Forced assimilation and violent punishments accounted for much of the physical, mental and emotional abuse that students suffered. The aftermath of this mistreatment resulted in a great deal of trauma and increased risk for substance abuse and mental health issues among survivors. One study found that "former boarding school attendees reported higher rates of current illicit drug use and living with alcohol use disorder, and were significantly more likely to have attempted suicide and experienced suicidal thoughts in their lifetime compared to non-attendees."

Sexual abuse was also common, with many reports of students being raped and molested by teachers, staff members and priests — the adults who were entrusted with protecting and caring for these children. There's no estimate as to how many of these incidents occurred, but experts conclude that "the magnitude of Indian children sexually abused at boarding school must have been great."

Death was a common occurrence.

Many children who attended American Indian boarding schools didn't make it out alive. The buildings were often deteriorating and lacked food, adequate heating, sanitation and medical care. As a result, students would often succumb to diseases such as smallpox, influenza and tuberculosis. And because of the severe emotional trauma and abuse, many committed suicide.

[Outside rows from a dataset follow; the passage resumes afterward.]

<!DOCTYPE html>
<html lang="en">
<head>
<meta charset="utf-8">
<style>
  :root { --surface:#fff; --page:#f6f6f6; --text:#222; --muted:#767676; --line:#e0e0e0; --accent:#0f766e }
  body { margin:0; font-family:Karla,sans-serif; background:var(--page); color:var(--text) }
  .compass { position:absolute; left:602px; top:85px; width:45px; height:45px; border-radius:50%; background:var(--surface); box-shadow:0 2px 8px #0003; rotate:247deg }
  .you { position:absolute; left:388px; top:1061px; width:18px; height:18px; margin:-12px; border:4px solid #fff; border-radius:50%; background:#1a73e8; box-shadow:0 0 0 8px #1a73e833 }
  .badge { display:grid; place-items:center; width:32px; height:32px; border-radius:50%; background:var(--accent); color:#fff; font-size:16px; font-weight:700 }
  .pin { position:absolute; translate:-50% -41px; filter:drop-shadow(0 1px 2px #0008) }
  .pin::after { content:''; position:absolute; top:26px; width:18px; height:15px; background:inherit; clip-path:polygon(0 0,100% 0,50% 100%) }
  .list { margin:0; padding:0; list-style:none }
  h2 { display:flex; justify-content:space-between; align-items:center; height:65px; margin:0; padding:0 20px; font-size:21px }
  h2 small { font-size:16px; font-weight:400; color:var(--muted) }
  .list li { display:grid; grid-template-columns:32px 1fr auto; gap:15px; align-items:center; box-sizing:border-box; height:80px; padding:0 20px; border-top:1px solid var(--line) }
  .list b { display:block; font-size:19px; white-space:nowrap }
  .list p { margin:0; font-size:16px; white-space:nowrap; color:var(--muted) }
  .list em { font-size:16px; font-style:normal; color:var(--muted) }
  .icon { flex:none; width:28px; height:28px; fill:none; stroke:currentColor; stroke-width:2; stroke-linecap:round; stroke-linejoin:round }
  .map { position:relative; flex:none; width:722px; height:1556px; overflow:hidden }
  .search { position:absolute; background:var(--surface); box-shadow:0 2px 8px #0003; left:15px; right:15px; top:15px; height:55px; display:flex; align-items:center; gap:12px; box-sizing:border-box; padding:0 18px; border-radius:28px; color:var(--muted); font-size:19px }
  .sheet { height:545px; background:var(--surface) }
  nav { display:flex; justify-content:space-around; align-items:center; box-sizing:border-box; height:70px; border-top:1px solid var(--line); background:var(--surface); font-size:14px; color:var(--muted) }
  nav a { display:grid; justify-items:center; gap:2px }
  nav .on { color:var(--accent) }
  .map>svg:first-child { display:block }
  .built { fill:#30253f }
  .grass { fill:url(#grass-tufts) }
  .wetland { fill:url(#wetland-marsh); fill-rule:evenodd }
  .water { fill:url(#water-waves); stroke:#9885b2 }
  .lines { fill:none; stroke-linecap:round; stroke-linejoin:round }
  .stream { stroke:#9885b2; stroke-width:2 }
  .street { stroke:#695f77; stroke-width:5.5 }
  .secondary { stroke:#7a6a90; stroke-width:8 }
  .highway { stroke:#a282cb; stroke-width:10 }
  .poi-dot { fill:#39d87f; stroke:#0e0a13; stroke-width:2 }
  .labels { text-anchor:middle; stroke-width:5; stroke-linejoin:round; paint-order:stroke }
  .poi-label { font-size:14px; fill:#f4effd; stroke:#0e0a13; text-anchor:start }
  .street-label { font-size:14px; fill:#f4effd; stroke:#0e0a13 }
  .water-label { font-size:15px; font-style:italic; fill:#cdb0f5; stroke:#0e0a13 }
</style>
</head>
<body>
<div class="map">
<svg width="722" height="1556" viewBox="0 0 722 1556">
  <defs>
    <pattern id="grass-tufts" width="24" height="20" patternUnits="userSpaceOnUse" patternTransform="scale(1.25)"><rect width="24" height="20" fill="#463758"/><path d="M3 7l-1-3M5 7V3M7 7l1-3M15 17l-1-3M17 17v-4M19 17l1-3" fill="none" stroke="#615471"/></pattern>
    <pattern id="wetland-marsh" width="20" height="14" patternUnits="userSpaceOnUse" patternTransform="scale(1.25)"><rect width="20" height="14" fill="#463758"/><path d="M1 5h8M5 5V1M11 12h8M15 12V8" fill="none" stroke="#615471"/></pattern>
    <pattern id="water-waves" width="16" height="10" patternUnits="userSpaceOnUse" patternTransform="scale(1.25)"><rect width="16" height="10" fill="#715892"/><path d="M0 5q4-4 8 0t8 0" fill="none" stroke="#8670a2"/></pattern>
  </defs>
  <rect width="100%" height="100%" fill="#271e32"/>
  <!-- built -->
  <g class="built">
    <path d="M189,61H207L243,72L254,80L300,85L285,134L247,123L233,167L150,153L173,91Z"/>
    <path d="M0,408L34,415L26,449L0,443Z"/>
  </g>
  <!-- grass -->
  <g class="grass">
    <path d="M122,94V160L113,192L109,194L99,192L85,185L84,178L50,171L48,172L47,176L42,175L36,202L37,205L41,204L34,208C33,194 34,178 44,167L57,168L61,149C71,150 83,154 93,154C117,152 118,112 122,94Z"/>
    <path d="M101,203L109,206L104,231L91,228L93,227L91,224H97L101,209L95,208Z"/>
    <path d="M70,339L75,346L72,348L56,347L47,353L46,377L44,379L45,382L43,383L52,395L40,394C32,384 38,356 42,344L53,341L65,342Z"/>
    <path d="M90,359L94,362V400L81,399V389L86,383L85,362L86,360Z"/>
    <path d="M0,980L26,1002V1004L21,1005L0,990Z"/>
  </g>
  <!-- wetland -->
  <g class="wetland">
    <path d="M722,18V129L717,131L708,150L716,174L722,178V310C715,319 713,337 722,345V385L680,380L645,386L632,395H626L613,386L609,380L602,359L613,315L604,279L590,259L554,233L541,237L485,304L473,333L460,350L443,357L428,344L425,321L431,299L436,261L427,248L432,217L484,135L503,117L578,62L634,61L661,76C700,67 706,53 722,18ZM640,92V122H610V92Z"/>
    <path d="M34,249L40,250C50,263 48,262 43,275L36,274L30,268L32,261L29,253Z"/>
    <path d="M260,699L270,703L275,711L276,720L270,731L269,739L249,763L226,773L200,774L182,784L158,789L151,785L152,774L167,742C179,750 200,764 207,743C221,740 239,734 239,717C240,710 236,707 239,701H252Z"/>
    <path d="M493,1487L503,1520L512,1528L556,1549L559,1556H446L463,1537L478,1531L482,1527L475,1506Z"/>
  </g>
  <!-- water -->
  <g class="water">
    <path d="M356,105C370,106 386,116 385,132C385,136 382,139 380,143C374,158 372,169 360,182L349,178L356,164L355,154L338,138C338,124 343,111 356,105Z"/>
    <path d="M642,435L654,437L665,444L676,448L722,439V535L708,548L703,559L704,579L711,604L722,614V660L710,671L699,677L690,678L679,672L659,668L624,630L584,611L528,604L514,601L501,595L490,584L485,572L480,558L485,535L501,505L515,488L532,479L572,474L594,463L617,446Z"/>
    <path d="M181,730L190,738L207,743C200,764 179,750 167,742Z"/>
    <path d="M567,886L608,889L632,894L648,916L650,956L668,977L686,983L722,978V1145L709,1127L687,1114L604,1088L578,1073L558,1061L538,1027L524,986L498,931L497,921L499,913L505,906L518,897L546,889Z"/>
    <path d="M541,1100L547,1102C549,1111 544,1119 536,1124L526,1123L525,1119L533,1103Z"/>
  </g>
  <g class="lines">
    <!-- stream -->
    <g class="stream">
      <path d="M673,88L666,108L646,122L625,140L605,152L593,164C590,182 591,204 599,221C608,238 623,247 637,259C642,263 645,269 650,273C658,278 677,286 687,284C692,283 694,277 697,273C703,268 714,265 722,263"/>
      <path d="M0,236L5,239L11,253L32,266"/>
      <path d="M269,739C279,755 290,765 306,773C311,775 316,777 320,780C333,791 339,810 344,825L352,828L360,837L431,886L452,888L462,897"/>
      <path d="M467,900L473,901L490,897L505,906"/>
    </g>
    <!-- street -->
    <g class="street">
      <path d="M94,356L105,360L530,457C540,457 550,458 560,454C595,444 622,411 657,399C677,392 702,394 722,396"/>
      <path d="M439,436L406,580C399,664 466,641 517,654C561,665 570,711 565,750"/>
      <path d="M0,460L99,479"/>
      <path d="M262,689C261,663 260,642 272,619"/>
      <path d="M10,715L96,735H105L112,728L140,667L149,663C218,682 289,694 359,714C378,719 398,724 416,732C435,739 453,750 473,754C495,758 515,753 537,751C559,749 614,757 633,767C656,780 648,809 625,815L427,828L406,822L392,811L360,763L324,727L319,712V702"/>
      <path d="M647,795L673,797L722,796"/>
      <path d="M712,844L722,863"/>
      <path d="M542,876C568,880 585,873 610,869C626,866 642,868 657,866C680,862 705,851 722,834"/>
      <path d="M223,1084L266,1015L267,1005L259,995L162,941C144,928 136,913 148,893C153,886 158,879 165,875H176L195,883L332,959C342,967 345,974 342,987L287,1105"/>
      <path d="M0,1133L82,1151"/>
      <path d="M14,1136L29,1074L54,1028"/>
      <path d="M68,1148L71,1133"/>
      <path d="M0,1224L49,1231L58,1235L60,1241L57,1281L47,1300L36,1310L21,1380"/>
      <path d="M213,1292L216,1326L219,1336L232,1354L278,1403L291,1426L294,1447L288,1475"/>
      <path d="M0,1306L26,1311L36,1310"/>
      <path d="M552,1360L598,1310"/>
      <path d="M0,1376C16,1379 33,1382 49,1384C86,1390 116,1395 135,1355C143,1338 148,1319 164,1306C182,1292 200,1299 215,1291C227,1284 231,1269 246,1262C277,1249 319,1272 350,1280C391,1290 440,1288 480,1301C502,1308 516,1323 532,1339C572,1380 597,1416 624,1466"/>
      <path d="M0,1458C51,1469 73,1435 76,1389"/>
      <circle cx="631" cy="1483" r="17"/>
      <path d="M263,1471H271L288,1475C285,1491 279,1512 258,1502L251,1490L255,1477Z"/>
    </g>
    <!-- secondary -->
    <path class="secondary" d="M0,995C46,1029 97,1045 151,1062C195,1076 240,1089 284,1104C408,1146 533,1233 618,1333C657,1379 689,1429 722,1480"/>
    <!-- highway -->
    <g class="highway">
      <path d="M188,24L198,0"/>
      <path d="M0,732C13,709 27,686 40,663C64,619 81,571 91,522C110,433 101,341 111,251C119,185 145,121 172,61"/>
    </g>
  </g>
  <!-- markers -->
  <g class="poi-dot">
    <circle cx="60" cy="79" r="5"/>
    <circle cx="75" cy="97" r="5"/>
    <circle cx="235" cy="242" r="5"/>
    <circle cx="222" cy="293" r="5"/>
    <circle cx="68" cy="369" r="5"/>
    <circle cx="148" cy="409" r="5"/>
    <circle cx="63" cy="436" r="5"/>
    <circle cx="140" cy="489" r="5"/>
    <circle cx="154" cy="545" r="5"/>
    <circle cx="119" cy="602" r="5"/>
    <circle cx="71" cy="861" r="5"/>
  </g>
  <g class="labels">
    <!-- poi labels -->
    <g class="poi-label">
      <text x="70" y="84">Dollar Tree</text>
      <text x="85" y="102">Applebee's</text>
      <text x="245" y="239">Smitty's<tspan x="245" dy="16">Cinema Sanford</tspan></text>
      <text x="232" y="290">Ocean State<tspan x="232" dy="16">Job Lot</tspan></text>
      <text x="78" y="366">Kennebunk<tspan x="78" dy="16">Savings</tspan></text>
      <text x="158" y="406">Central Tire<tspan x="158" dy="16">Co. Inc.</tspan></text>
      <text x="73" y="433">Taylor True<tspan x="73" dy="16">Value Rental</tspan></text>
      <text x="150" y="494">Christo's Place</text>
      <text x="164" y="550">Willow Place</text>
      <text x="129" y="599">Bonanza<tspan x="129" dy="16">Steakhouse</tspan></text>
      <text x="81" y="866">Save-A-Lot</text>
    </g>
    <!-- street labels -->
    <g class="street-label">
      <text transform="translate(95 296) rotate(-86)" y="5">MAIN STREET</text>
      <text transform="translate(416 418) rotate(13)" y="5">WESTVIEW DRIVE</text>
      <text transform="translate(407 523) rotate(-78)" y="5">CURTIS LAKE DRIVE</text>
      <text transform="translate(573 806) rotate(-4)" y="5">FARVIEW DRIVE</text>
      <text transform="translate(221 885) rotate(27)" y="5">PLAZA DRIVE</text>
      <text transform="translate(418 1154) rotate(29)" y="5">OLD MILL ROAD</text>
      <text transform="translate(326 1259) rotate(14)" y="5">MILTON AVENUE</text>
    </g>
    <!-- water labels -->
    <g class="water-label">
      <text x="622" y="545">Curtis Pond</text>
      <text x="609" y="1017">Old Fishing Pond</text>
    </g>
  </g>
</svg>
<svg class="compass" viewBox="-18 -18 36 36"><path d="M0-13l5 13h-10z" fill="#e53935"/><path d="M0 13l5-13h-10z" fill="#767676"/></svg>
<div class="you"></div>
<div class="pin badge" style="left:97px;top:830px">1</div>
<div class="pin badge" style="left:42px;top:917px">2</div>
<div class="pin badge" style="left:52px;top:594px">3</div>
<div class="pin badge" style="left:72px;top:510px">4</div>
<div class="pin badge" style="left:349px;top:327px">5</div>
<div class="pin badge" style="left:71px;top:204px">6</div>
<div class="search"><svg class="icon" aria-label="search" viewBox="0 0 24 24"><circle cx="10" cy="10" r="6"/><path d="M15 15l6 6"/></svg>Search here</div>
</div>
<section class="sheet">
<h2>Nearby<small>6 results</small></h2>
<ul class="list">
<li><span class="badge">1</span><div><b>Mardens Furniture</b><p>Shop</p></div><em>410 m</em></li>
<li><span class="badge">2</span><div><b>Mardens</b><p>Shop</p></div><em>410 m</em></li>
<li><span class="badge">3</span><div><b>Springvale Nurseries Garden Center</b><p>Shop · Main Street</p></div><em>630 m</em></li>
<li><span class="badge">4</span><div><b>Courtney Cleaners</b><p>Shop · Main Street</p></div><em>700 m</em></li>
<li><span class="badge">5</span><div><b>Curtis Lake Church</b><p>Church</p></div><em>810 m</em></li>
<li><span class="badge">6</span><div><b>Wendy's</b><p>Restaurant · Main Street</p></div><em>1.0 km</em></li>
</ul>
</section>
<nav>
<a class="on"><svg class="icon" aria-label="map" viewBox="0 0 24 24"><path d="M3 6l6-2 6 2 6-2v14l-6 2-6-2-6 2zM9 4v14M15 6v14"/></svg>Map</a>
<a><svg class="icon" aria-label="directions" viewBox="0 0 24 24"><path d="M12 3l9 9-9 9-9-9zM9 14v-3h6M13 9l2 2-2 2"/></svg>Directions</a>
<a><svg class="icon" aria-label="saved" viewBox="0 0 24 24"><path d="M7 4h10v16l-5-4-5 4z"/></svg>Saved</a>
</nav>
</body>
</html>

The number of children who died in boarding schools has yet to be fully accounted for due to inadequate or nonexistent records. In fact, many of those who lost their lives during this time remain nameless, buried in unmarked graves at the schools. At least 50 of these burial sites have recently been rediscovered by the Interior Department, leading to at least 500 children so far being uncovered. However, representatives from the department say that "the actual death toll could be in the tens of thousands."

They started shutting down in the late 1920s.

Amid mounting criticism from Native American groups, the U.S. government started to shut down these schools in the late 1920s. A comprehensive investigation was documented in the Meriam Report — a study of Indian conditions since 1850 that was commissioned by the Institute for Government Research — which advocated shutting down the entire system due to its inhumane treatment.

Although some schools were closed, many continued operating. Today, four boarding schools are still in operation by the U.S. Bureau of Indian Education, and the NABS claims that 15 boarding schools receiving federal funding are still open.

The mistreatment and trauma experienced by generations of Native Americans left a lasting impact, one that is only just beginning to be addressed today. The show 1923 serves as a reminder of this dark chapter in history and the need for continued action to help heal those who were affected by it.